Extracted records
______
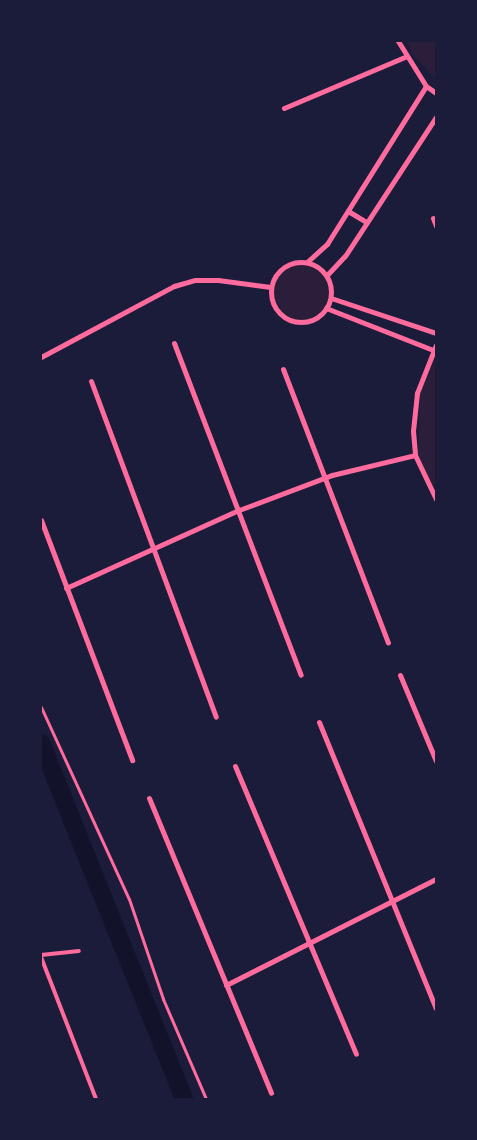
<!DOCTYPE html>
<style>
body{margin:0}
#map{position:relative;width:477px;height:1140px;overflow:hidden;background:#1b1b3a;font-family:Mulish,sans-serif}
div>[style]{position:absolute}
.green>*{inset:0;background:#2a1e3b}
.round{border-radius:50%}
.canal>*{height:18px;margin:-9px;padding:0 9px;transform-origin:9px;border-radius:9px;background:#12122b}
.path>*{height:3px;margin:-1.5px;padding:0 1.5px;transform-origin:1.5px;border-radius:1.5px;background:#ff6b9d}
.service>*{height:4px;margin:-2px;padding:0 2px;transform-origin:2px;border-radius:2px;background:#ff6b9d}
.minor>*{height:5px;margin:-2.5px;padding:0 2.5px;transform-origin:2.5px;border-radius:2.5px;background:#ff6b9d}
.minor>.ring{margin:-2.5px;padding:0;box-sizing:content-box;background:none;border:5px solid #ff6b9d;border-radius:50%}
span{translate:-50% -50%;white-space:nowrap;text-align:center;line-height:1.15;-webkit-text-stroke:5px #1b1b3a;paint-order:stroke}
.frame{position:absolute;inset:0;border:42px solid #1b1b3a;pointer-events:none}
</style>
<div id="map">
<div class="green">
<i style="clip-path:polygon(407px 41px,436px 41px,436px 79px,412px 54px)"></i>
<i class="round" style="left:271px;top:262px;width:60px;height:60px"></i>
<i style="clip-path:polygon(436px 358px,436px 485px,431px 486px,418px 459px,420px 394px)"></i>
</div>
<div class="canal">
<i style="left:41px;top:743px;width:384px;rotate:68.1deg"></i>
</div>
<div class="path">
<i style="left:41px;top:707px;width:211px;rotate:65.4deg"></i>
<i style="left:129px;top:899px;width:106px;rotate:71.2deg"></i>
<i style="left:163px;top:999px;width:109px;rotate:66.7deg"></i>
</div>
<div class="service">
<i style="left:41px;top:955px;width:38px;rotate:-6deg"></i>
<i style="left:41px;top:957px;width:152px;rotate:68.8deg"></i>
</div>
<div class="minor">
<i style="left:398px;top:41px;width:53px;rotate:58.1deg"></i>
<i style="left:426px;top:86px;width:12px;rotate:35deg"></i>
<i style="left:284px;top:108px;width:131px;rotate:-22.9deg"></i>
<i style="left:348px;top:211px;width:21px;rotate:31deg"></i>
<i style="left:433px;top:218px;width:9px;rotate:69deg"></i>
<i style="left:307px;top:262px;width:27px;rotate:-42deg"></i>
<i style="left:327px;top:244px;width:186px;rotate:-57.9deg"></i>
<i class="ring" style="left:271px;top:262px;width:55px;height:55px"></i>
<i style="left:327px;top:275px;width:26px;rotate:-47deg"></i>
<i style="left:345px;top:256px;width:166px;rotate:-56.8deg"></i>
<i style="left:331px;top:298px;width:111px;rotate:18.4deg"></i>
<i style="left:326px;top:308px;width:115px;rotate:21.4deg"></i>
<i style="left:174px;top:343px;width:355px;rotate:69.1deg"></i>
<i style="left:436px;top:345px;width:52px;rotate:111.6deg"></i>
<i style="left:417px;top:393px;width:38px;rotate:96deg"></i>
<i style="left:413px;top:431px;width:24px;rotate:85deg"></i>
<i style="left:415px;top:455px;width:49px;rotate:64.5deg"></i>
<i style="left:41px;top:357px;width:151px;rotate:-28.1deg"></i>
<i style="left:174px;top:286px;width:22px;rotate:-16deg"></i>
<i style="left:195px;top:280px;width:23px"></i>
<i style="left:218px;top:280px;width:53px;rotate:7.5deg"></i>
<i style="left:283px;top:369px;width:293px;rotate:69deg"></i>
<i style="left:91px;top:381px;width:358px;rotate:69.6deg"></i>
<i style="left:41px;top:520px;width:257px;rotate:69.2deg"></i>
<i style="left:66px;top:588px;width:190px;rotate:-24.3deg"></i>
<i style="left:239px;top:510px;width:99px;rotate:-20.6deg"></i>
<i style="left:332px;top:475px;width:85px;rotate:-13.5deg"></i>
<i style="left:400px;top:675px;width:93px;rotate:67.3deg"></i>
<i style="left:319px;top:722px;width:309px;rotate:67.8deg"></i>
<i style="left:235px;top:766px;width:312px;rotate:67.2deg"></i>
<i style="left:149px;top:798px;width:319px;rotate:67.5deg"></i>
<i style="left:226px;top:985px;width:235px;rotate:-26.8deg"></i>
</div>
<div class="frame"></div>
</div>
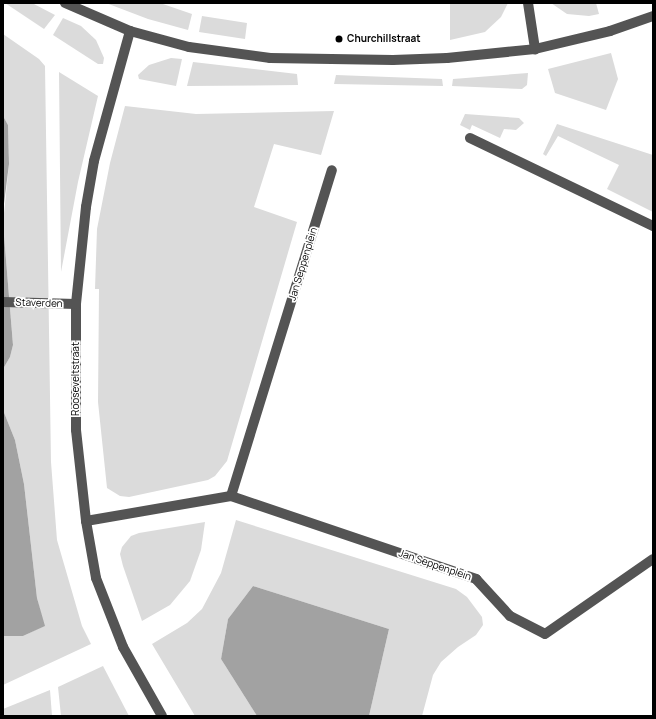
<!DOCTYPE html>
<style>
body{margin:0}
#map{position:relative;width:656px;height:719px;overflow:hidden;background:#fff;font-family:Manrope,sans-serif}
div>[style]{position:absolute}
.green>*{inset:0;background:#dbdbdb}
.water>*{inset:0;background:#a2a2a2}
.minor>*{height:10px;margin:-5px;padding:0 5px;transform-origin:5px;border-radius:5px;background:#545454}
.dots>*{width:11px;height:11px;translate:-50% -50%;box-sizing:border-box;border:2px solid #fff;border-radius:50%}
span{translate:-50% -50%;white-space:nowrap;text-align:center;line-height:1.15;-webkit-text-stroke:3.5px #fff;paint-order:stroke}
.poi-label{font-size:10px;color:#000;font-weight:700}
.left{translate:0 -50%;text-align:left}
.street-label{font-size:10px;color:#000}
.frame{position:absolute;inset:0;border:4px solid #000;pointer-events:none}
</style>
<div id="map">
<div class="green">
<div style="clip-path:polygon(5px 3px,32px 3px,55px 15px,44px 29px)"></div>
<div style="clip-path:polygon(106px 3px,160px 3px,192px 14px,188px 30px,148px 19px)"></div>
<div style="clip-path:polygon(450px 3px,508px 3px,501px 17px,485px 32px,450px 40px)"></div>
<div style="clip-path:polygon(551px 3px,596px 3px,599px 14px,589px 16px,567px 14px)"></div>
<div style="clip-path:polygon(202px 16px,247px 23px,245px 39px,199px 32px)"></div>
<div style="clip-path:polygon(63px 18px,81px 26px,96px 40px,104px 58px,103px 64px,98px 64px,53px 35px)"></div>
<div style="clip-path:polygon(3px 34px,39px 59px,45px 66px,51px 462px,57px 540px,82px 626px,91px 644px,3px 685px,3px 636px,23px 636px,44px 626px,37px 598px,24px 484px,15px 440px,3px 410px,3px 369px,10px 357px,13px 345px,3px 223px,9px 164px,8px 125px,3px 116px)"></div>
<div style="clip-path:polygon(611px 53px,618px 79px,606px 110px,555px 93px,548px 69px)"></div>
<div style="clip-path:polygon(171px 58px,182px 59px,176px 86px,139px 79px,138px 75px,149px 65px)"></div>
<div style="clip-path:polygon(193px 62px,297px 74px,298px 85px,187px 86px)"></div>
<div style="clip-path:polygon(59px 72px,98px 96px,78px 182px,61px 272px)"></div>
<div style="clip-path:polygon(528px 73px,527px 85px,522px 89px,452px 86px,453px 79px)"></div>
<div style="clip-path:polygon(336px 75px,442px 79px,443px 86px,334px 84px)"></div>
<div style="clip-path:polygon(125px 106px,196px 114px,334px 111px,321px 155px,274px 144px,254px 207px,297px 222px,227px 461px,215px 476px,208px 480px,129px 497px,120px 496px,107px 488px,98px 402px,99px 289px,95px 289px,97px 229px,110px 163px)"></div>
<div style="clip-path:polygon(465px 114px,519px 118px,524px 123px,516px 130px,504px 129px,500px 138px,472px 125px,470px 130px,460px 125px)"></div>
<div style="clip-path:polygon(557px 124px,653px 155px,653px 212px,607px 189px,619px 165px,558px 136px,546px 156px,543px 154px)"></div>
<div style="clip-path:polygon(236px 520px,456px 589px,467px 597px,482px 617px,483px 625px,476px 635px,458px 647px,441px 662px,433px 675px,422px 716px,369px 716px,389px 629px,253px 586px,228px 619px,221px 659px,257px 716px,195px 716px,152px 644px,187px 623px,202px 609px,221px 573px)"></div>
<div style="clip-path:polygon(205px 522px,201px 550px,190px 581px,170px 605px,142px 621px,123px 566px,120px 554px,122px 547px,131px 536px,139px 533px)"></div>
<div style="clip-path:polygon(103px 666px,129px 716px,61px 716px,58px 687px)"></div>
<div style="clip-path:polygon(50px 690px,52px 716px,3px 716px,3px 709px)"></div>
</div>
<div class="water">
<div style="clip-path:polygon(3px 116px,8px 125px,9px 164px,3px 212px)"></div>
<div style="clip-path:polygon(3px 223px,13px 345px,10px 357px,3px 369px)"></div>
<div style="clip-path:polygon(3px 410px,15px 440px,24px 484px,37px 598px,45px 626px,23px 636px,3px 636px)"></div>
<div style="clip-path:polygon(253px 586px,389px 629px,369px 716px,257px 716px,221px 659px,228px 619px)"></div>
</div>
<div class="minor">
<div style="left:65px;top:3px;width:71px;rotate:23.3deg"></div>
<div style="left:130px;top:31px;width:61px;rotate:15.2deg"></div>
<div style="left:189px;top:47px;width:82px;rotate:7.7deg"></div>
<div style="left:270px;top:58px;width:123px;rotate:0.9deg"></div>
<div style="left:393px;top:60px;width:54px;rotate:-2.1deg"></div>
<div style="left:447px;top:58px;width:88px;rotate:-5.8deg"></div>
<div style="left:535px;top:49px;width:77px;rotate:-13.5deg"></div>
<div style="left:610px;top:31px;width:46px;rotate:-19.2deg"></div>
<div style="left:528px;top:3px;width:47px;rotate:81.3deg"></div>
<div style="left:130px;top:31px;width:135px;rotate:105.5deg"></div>
<div style="left:94px;top:161px;width:47px;rotate:99.9deg"></div>
<div style="left:86px;top:207px;width:98px;rotate:95.9deg"></div>
<div style="left:76px;top:304px;width:126px;rotate:90deg"></div>
<div style="left:76px;top:430px;width:92px;rotate:83.7deg"></div>
<div style="left:86px;top:521px;width:58px;rotate:80deg"></div>
<div style="left:96px;top:578px;width:74px;rotate:68.6deg"></div>
<div style="left:123px;top:647px;width:79px;rotate:60.5deg"></div>
<div style="left:470px;top:138px;width:203px;rotate:25.7deg"></div>
<div style="left:3px;top:302px;width:73px;rotate:1.6deg"></div>
<div style="left:231px;top:496px;width:341px;rotate:-72.8deg"></div>
<div style="left:86px;top:521px;width:147px;rotate:-9.8deg"></div>
<div style="left:231px;top:496px;width:259px;rotate:18.7deg"></div>
<div style="left:476px;top:579px;width:50px;rotate:47.4deg"></div>
<div style="left:510px;top:616px;width:39px;rotate:27deg"></div>
<div style="left:545px;top:634px;width:131px;rotate:-34.8deg"></div>
</div>
<div class="dots">
<div style="left:339px;top:39px;background:#000"></div>
</div>
<div class="poi-label">
<span class="left" style="left:347px;top:39px">Churchillstraat</span>
</div>
<div class="street-label">
<span style="left:303px;top:264px;rotate:-73deg">Jan Seppenplein</span>
<span style="left:39px;top:303px;rotate:2deg">Staverden</span>
<span style="left:76px;top:379px;rotate:-90deg">Rooseveltstraat</span>
<span style="left:435px;top:565px;rotate:19deg">Jan Seppenplein</span>
</div>
<div class="frame"></div>
</div>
______
* [WHAT THE TASK REQUIRES]: Note each line above that contains "relative" and copy it out.

* [RESPONSE AREA]:
#map{position:relative;width:477px;height:1140px;overflow:hidden;background:#1b1b3a;font-family:Mulish,sans-serif}
#map{position:relative;width:656px;height:719px;overflow:hidden;background:#fff;font-family:Manrope,sans-serif}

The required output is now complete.